EXERCISE MATERIALS »
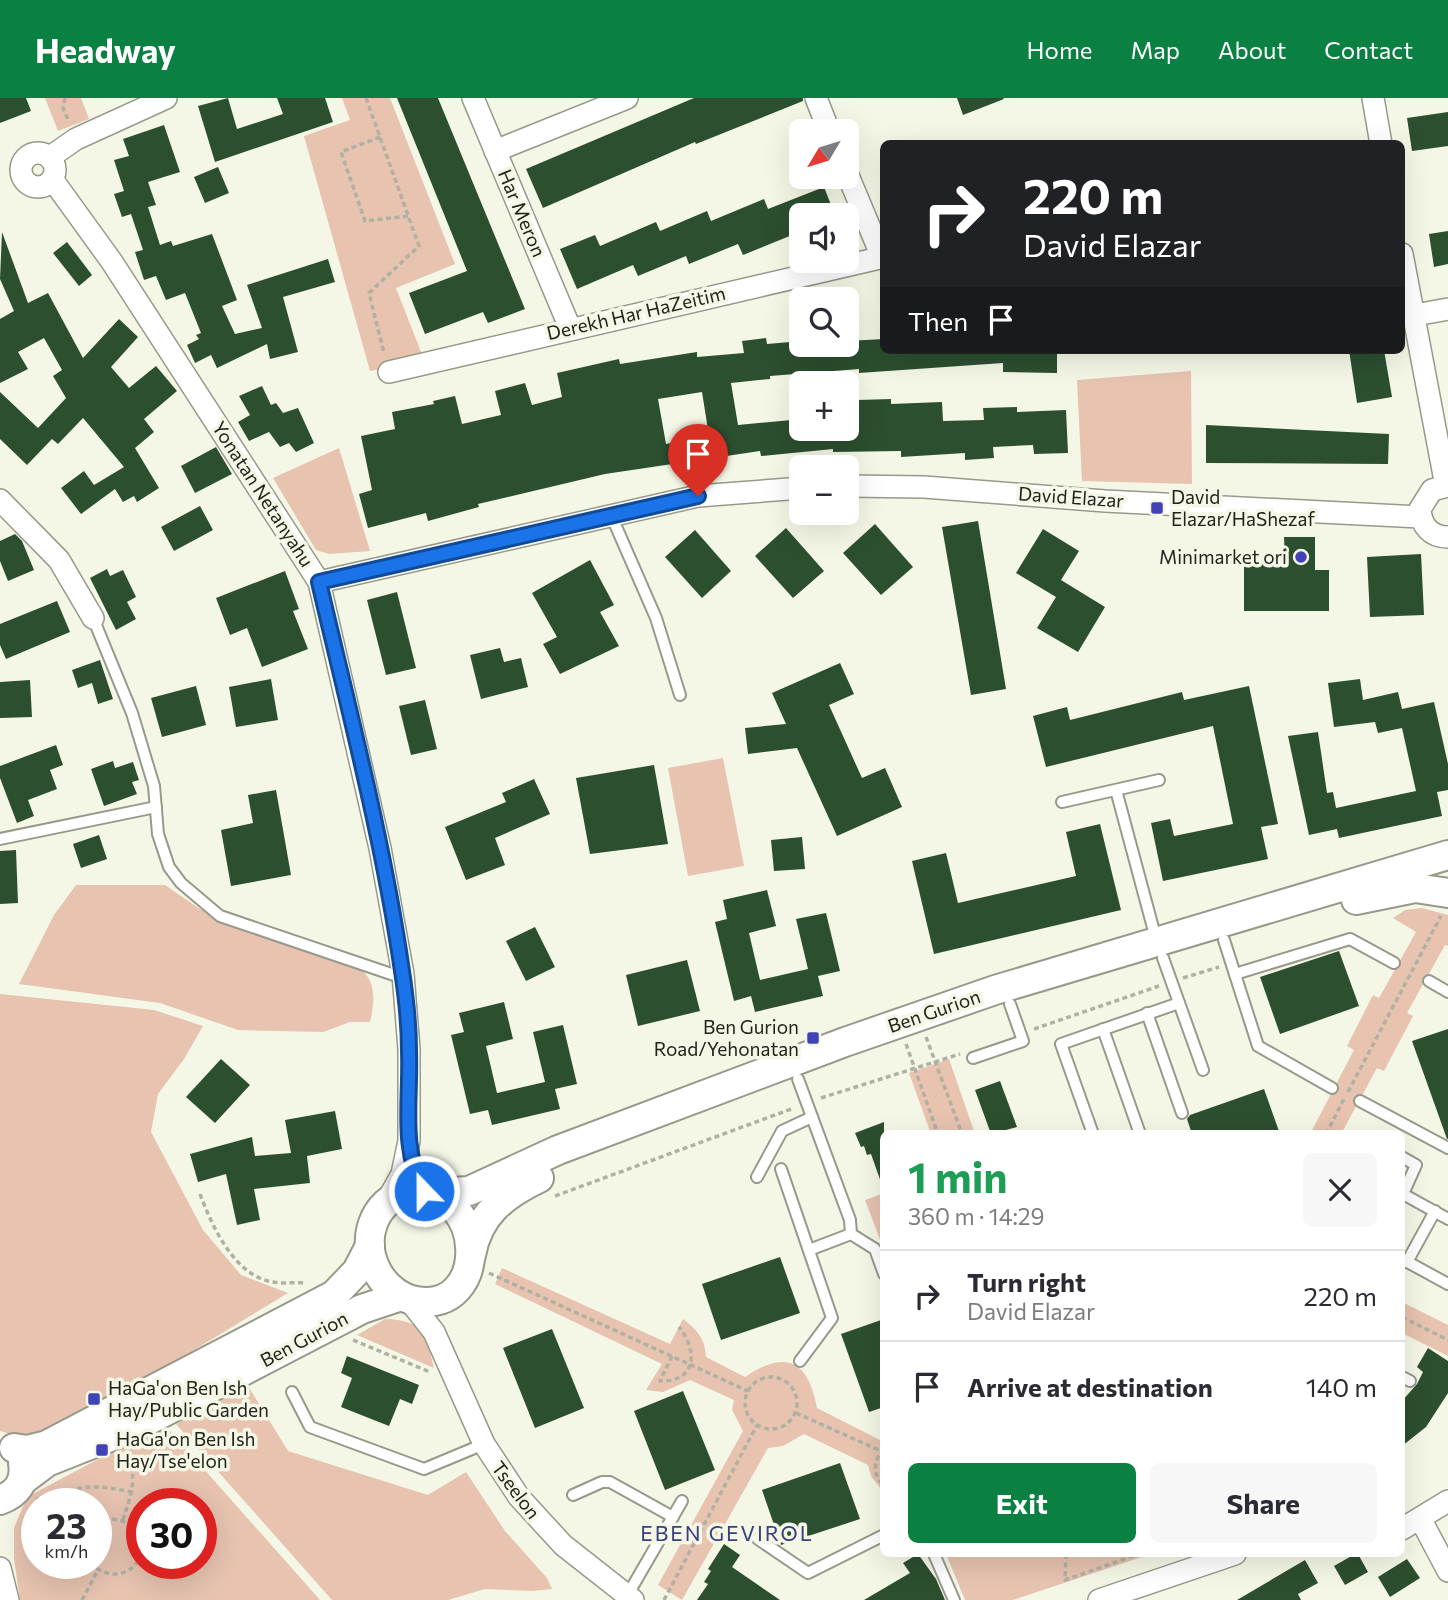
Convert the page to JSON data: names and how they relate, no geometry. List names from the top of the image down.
{
  "streets": {
    "street": [
      "Har Meron",
      "Derekh Har HaZeitim",
      "Yonatan Netanyahu",
      "David Elazar",
      "Ben Gurion",
      "Tseelon"
    ]
  },
  "crossings": [
    ["Har Meron", "Derekh Har HaZeitim"],
    ["Yonatan Netanyahu", "Ben Gurion"],
    ["Yonatan Netanyahu", "Tseelon"],
    ["Ben Gurion", "Tseelon"]
  ],
  "districts": ["EBEN GEVIROL"],
  "places": {
    "transit": [
      "David Elazar/HaShezaf",
      "Ben Gurion Road/Yehonatan",
      "HaGa'on Ben Ish Hay/Public Garden",
      "HaGa'on Ben Ish Hay/Tse'elon"
    ],
    "other": ["Minimarket ori"]
  },
  "north": "bottom left",
  "page": {
    "header": "Headway",
    "nav": [
      "Home",
      "Map",
      "About",
      "Contact"
    ],
    "map_buttons": ["+", "−"],
    "turn": ["220 m", "David Elazar"],
    "then": "Then",
    "heading": ["1 min", "360 m · 14:29"],
    "list": [
      {
        "name": "Turn right",
        "note": "David Elazar",
        "value": "220 m"
      },
      {
        "name": "Arrive at destination",
        "value": "140 m"
      }
    ],
    "buttons": ["Exit", "Share"],
    "speed": "23 km/h",
    "limit": "30"
  }
}
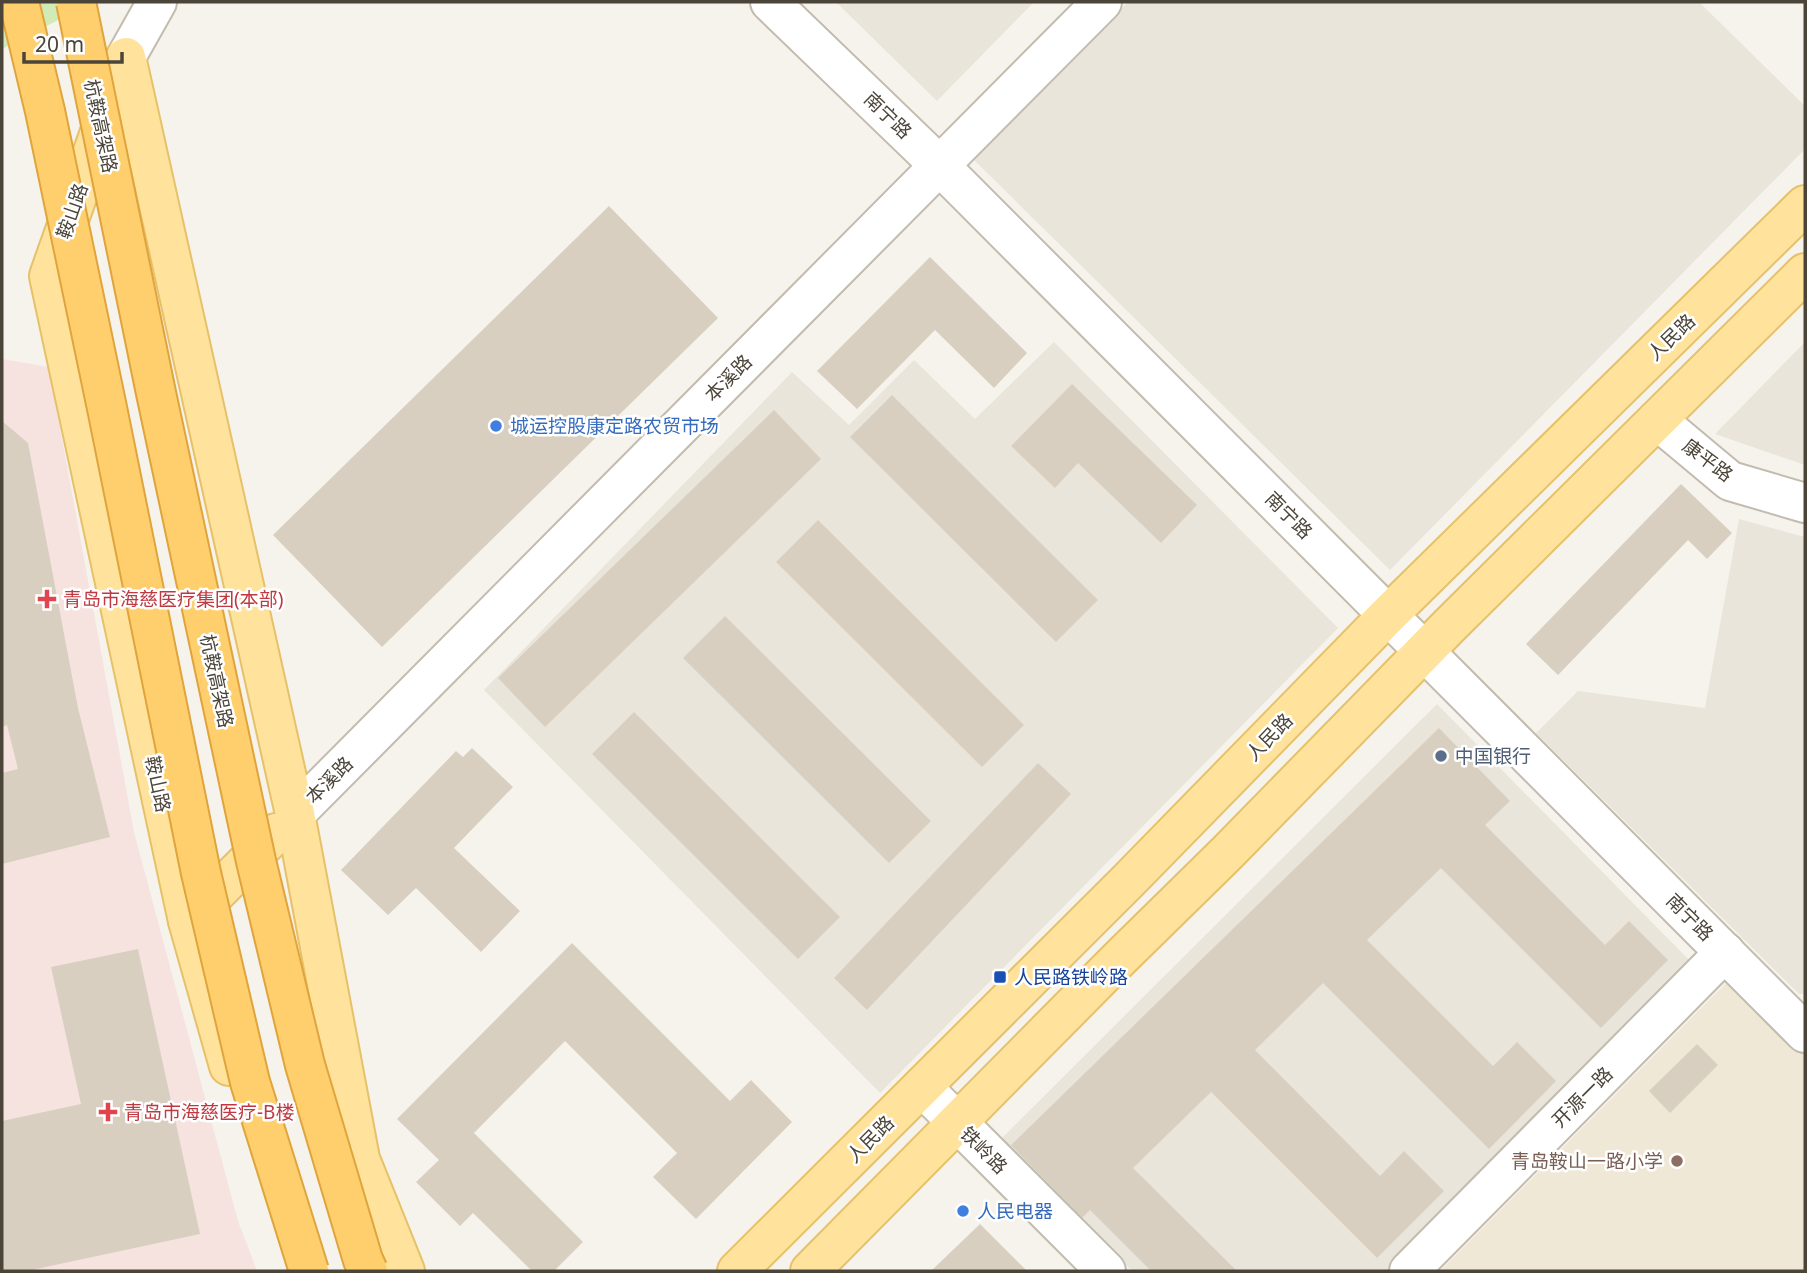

ASSIGNED TASK » Give the records again exactly as they stand, so that only the pictures are missing.

REPLY TO THE TASK »
Convert the page to JSON data: names and how they relate, no geometry. List names from the top of the image down.
{
  "streets": {
    "street": [
      "Har Meron",
      "Derekh Har HaZeitim",
      "Yonatan Netanyahu",
      "David Elazar",
      "Ben Gurion",
      "Tseelon"
    ]
  },
  "crossings": [
    ["Har Meron", "Derekh Har HaZeitim"],
    ["Yonatan Netanyahu", "Ben Gurion"],
    ["Yonatan Netanyahu", "Tseelon"],
    ["Ben Gurion", "Tseelon"]
  ],
  "districts": ["EBEN GEVIROL"],
  "places": {
    "transit": [
      "David Elazar/HaShezaf",
      "Ben Gurion Road/Yehonatan",
      "HaGa'on Ben Ish Hay/Public Garden",
      "HaGa'on Ben Ish Hay/Tse'elon"
    ],
    "other": ["Minimarket ori"]
  },
  "north": "bottom left",
  "page": {
    "header": "Headway",
    "nav": [
      "Home",
      "Map",
      "About",
      "Contact"
    ],
    "map_buttons": ["+", "−"],
    "turn": ["220 m", "David Elazar"],
    "then": "Then",
    "heading": ["1 min", "360 m · 14:29"],
    "list": [
      {
        "name": "Turn right",
        "note": "David Elazar",
        "value": "220 m"
      },
      {
        "name": "Arrive at destination",
        "value": "140 m"
      }
    ],
    "buttons": ["Exit", "Share"],
    "speed": "23 km/h",
    "limit": "30"
  }
}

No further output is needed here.